Al preguntarse cómo recrear la “identidad nacional”, ve urgente “construir una poderosa narrativa de país”, con el feminismo y la defensa del medio ambiente y la justicia social como vectores fuerza. Entre los seis retos públicos está ”reproducir nuestra identidad nacional”, la “pertenencia a una comunidad abierta y solidaria” frente al neoliberalismo, el enemigo presente en todas las páginas, y a los “nacionalismos reaccionarios” . Asegurar el liderazgo del sector público, construir el Marco Vasco de Relaciones Laborales y conseguir la “democratización de la empresa”, tanto en la gestión como en la propiedad, son algunos de sus primordiales objetivos.
A la política convencional, que no le gusta, opone el autor una confusa “gobernanza cooperativa”, a través del municipalismo, siempre “en clave soberanista” -¡donde se incluye la extensión del modelo D al “ocio infantil y juvenil”!- y de una “gobernanza feminista” en transversalidad radical.

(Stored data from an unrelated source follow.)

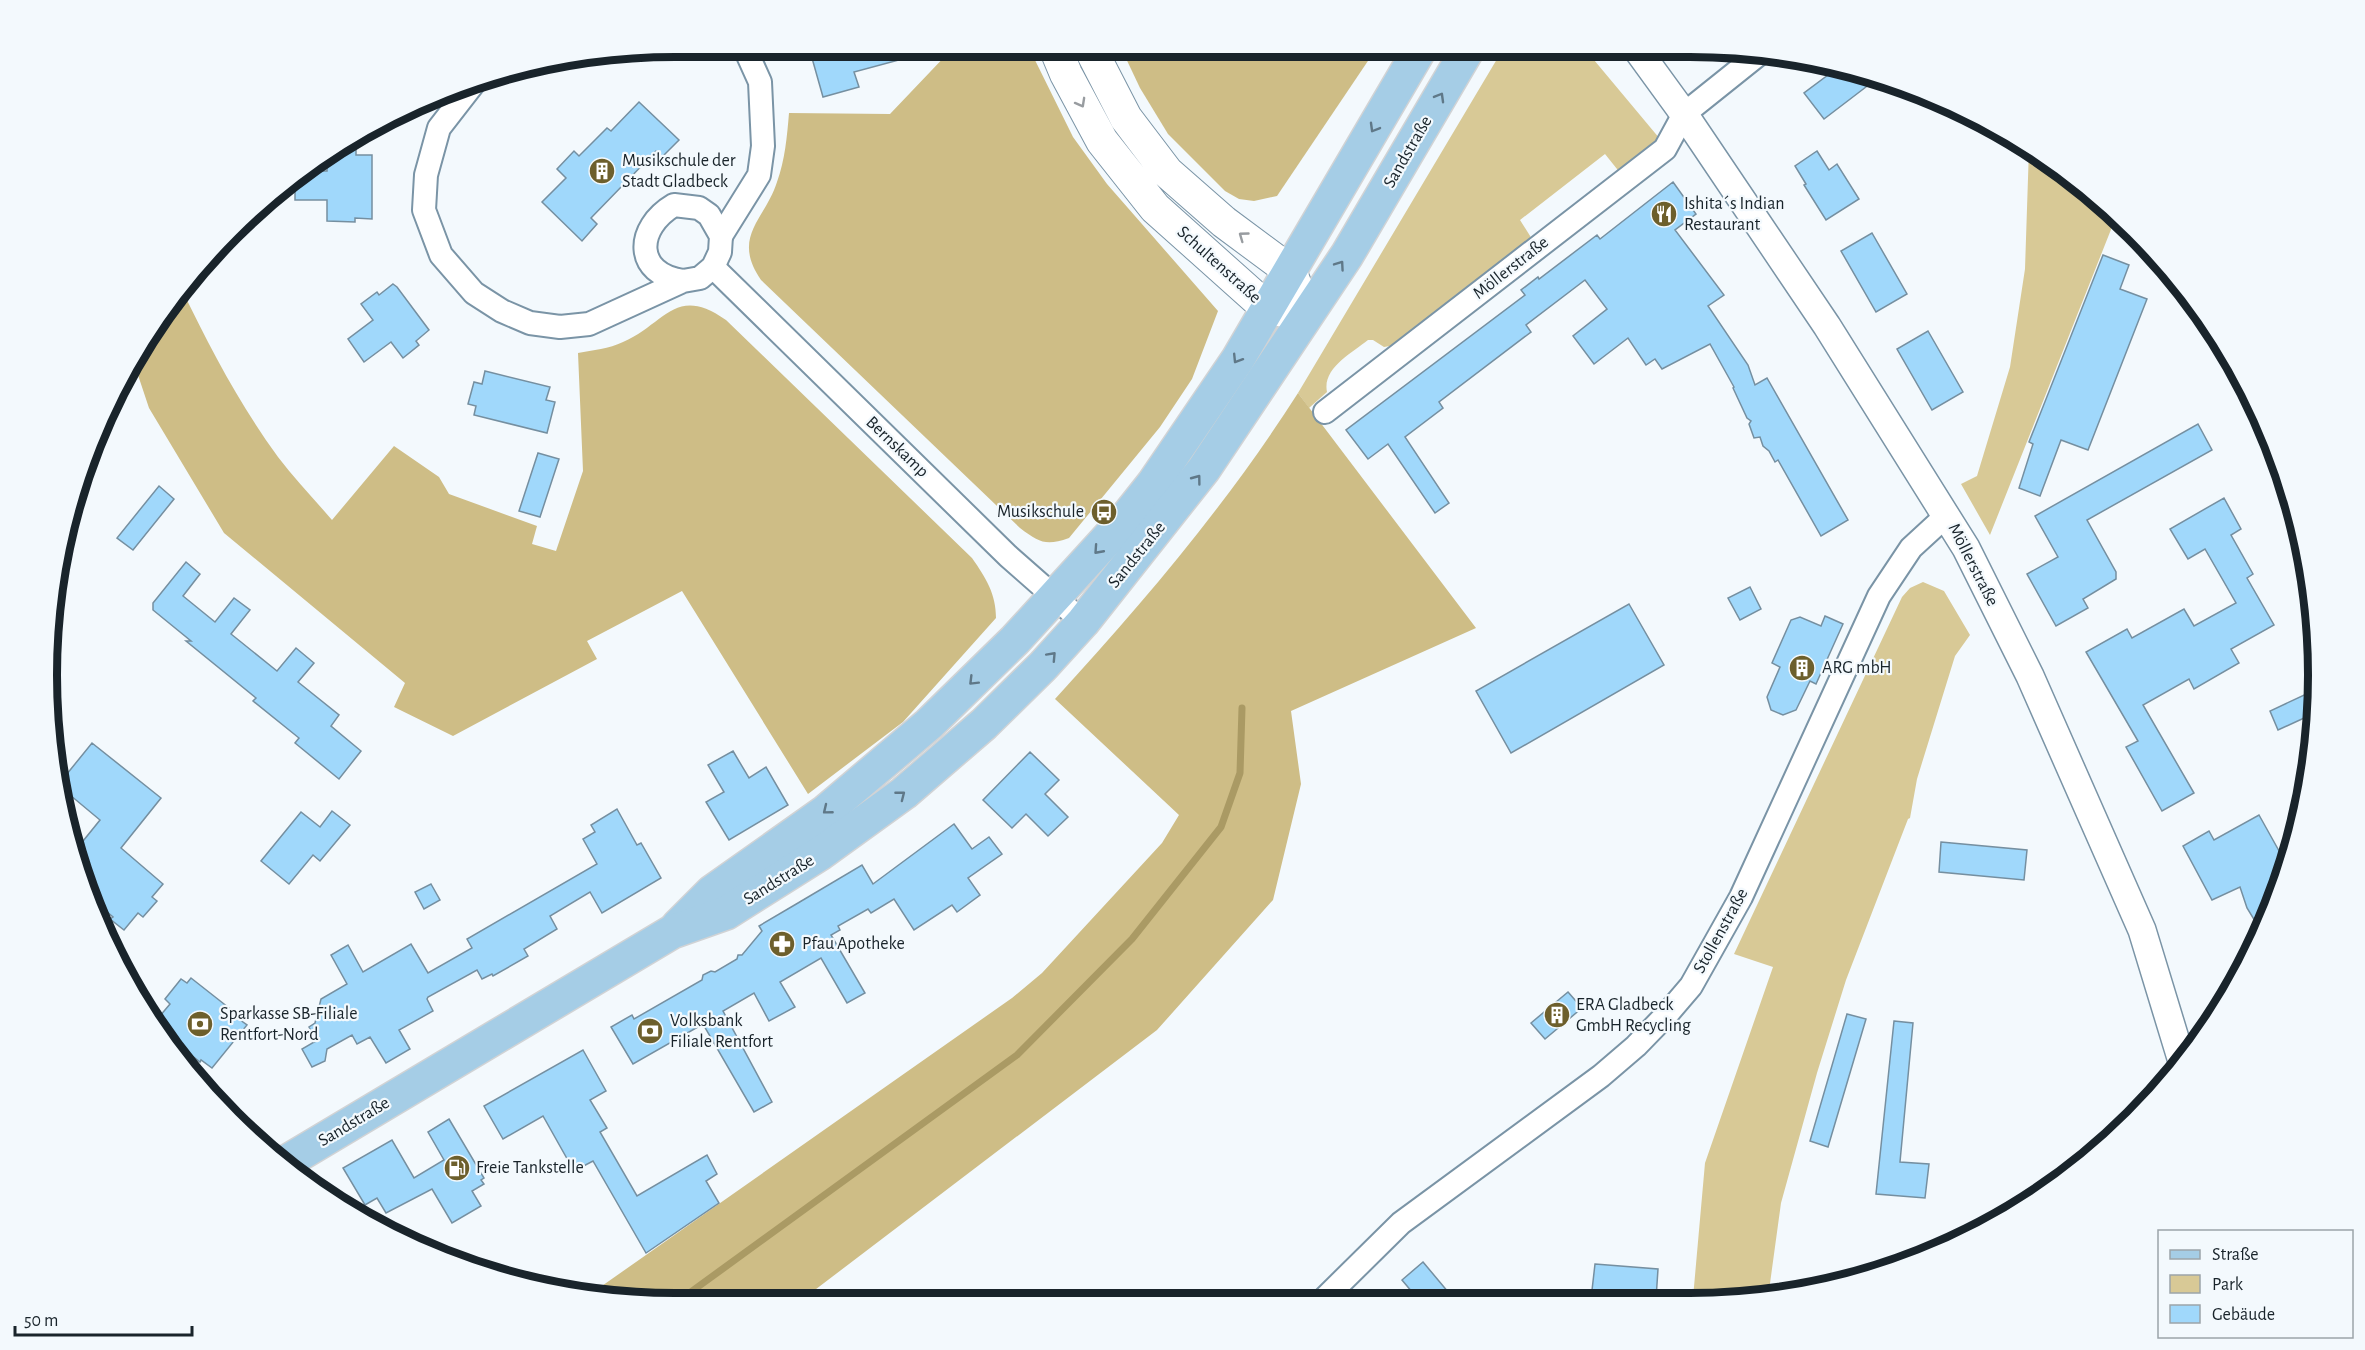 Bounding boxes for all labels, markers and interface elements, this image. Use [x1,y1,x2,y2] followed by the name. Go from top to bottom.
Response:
[1433,93,1444,103] one-way arrow
[1074,97,1085,107] one-way arrow
[1380,113,1436,191] street label: Sandstraße
[1370,122,1381,132] one-way arrow
[622,152,736,191] place label: Musikschule der Stadt Gladbeck
[587,156,617,186] building icon: Musikschule der Stadt Gladbeck
[1684,195,1785,234] place label: Ishita´s Indian Restaurant
[1649,199,1679,229] restaurant icon: Ishita´s Indian Restaurant
[1174,223,1264,307] street label: Schultenstraße
[1239,232,1250,243] one-way arrow
[1470,233,1552,303] street label: Möllerstraße
[1333,260,1344,271] one-way arrow
[1233,353,1245,363] one-way arrow
[862,413,932,481] street label: Bernskamp
[1190,475,1201,486] one-way arrow
[1089,497,1119,527] bus stop icon: Musikschule
[997,503,1084,521] place label: Musikschule
[1105,518,1169,592] street label: Sandstraße
[1944,521,2002,609] street label: Möllerstraße
[1094,543,1105,554] one-way arrow
[1044,653,1055,664] one-way arrow
[1787,653,1817,683] building icon: ARG mbH
[1822,659,1892,677] place label: ARG mbH
[970,673,981,684] one-way arrow
[894,791,905,802] one-way arrow
[823,802,834,813] one-way arrow
[741,851,817,909] street label: Sandstraße
[1690,886,1752,976] street label: Stollenstraße
[767,929,797,959] pharmacy icon: Pfau Apotheke
[802,935,905,953] place label: Pfau Apotheke
[1576,996,1691,1035] place label: ERA Gladbeck GmbH Recycling
[1542,1000,1572,1030] building icon: ERA Gladbeck GmbH Recycling
[220,1005,358,1044] place label: Sparkasse SB-Filiale Rentfort-Nord
[185,1009,215,1039] bank icon: Sparkasse SB-Filiale Rentfort-Nord
[670,1012,773,1051] place label: Volksbank Filiale Rentfort
[635,1016,665,1046] bank icon: Volksbank Filiale Rentfort
[315,1094,393,1150] street label: Sandstraße
[442,1153,472,1183] fuel station icon: Freie Tankstelle
[476,1159,584,1177] place label: Freie Tankstelle
[2158,1230,2353,1338] legend
[2212,1246,2258,1264] text: Straße
[2212,1276,2244,1294] text: Park
[15,1299,192,1337] scale bar
[2212,1306,2275,1324] text: Gebäude
[24,1312,58,1330] text: 50 m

Y todo un último capítulo sobre la soberanía política, aunque la palabra-concepto “soberanía” impregna todas las páginas. Propugna los nuevos proyectos de estatus políticos sobre la CAV y CF de Navarra, con sistema judicial propio y Marco Vasco de Relaciones Laborales, dotados de capacidad de decisión en todos los sectores, posibilitando la “articulación institucional y/o funcional entre los territorios de Euskal Herría sobre un modelo confederal”, y bilateralidad con el Estado. Paso previo, claro, aunque esto no lo diga, para la independencia. El joven (41 años) Otxandiano no menciona, aparte de la lengua vasca, un solo símbolo tradicional del nacionalismo vasco, pero tampoco los rechaza, y conocemos bien la capacidad de HB, ETA o BILDU en mitologemas, conmemoraciones y lugares de memoria.
Por si hubiera dudas sobre la primacía de la lengua, al ensayo-programa del candidato se añaden varias páginas sobre la “Construcción contemporánea del sistema educativo vasco”, donde todo es “planificación escolar”, “euskaldunización” y “cultura vasca”. Y sobre “Política lingüística: la posibilidad de un salto”, trabajo en el que ante el mundo global de hoy y el estancamiento de la curva de uso del euskera, se urge su oficialidad en todo el territorio, la “euskaldunización de los espacios”, insistiendo en “el ocio infantil y juvenil”, y, en definitiva, en “generalizar y reinventar el modelo D”, uniéndolo a “la transmisión de la cultura vasca”, convirtiéndolo en D+.
Como se ve, la falta de realismo del proyecto es alarmante, y por eso amenazante, porque el realismo es el fundamento de todo pensamiento constructivo y de toda sociedad democrática. Aunque velado, el marxismo totalizante aparece como fondo en todo el ensayo. Y la lengua, tras el control de la educación, como supremo medio de la construcción nacional.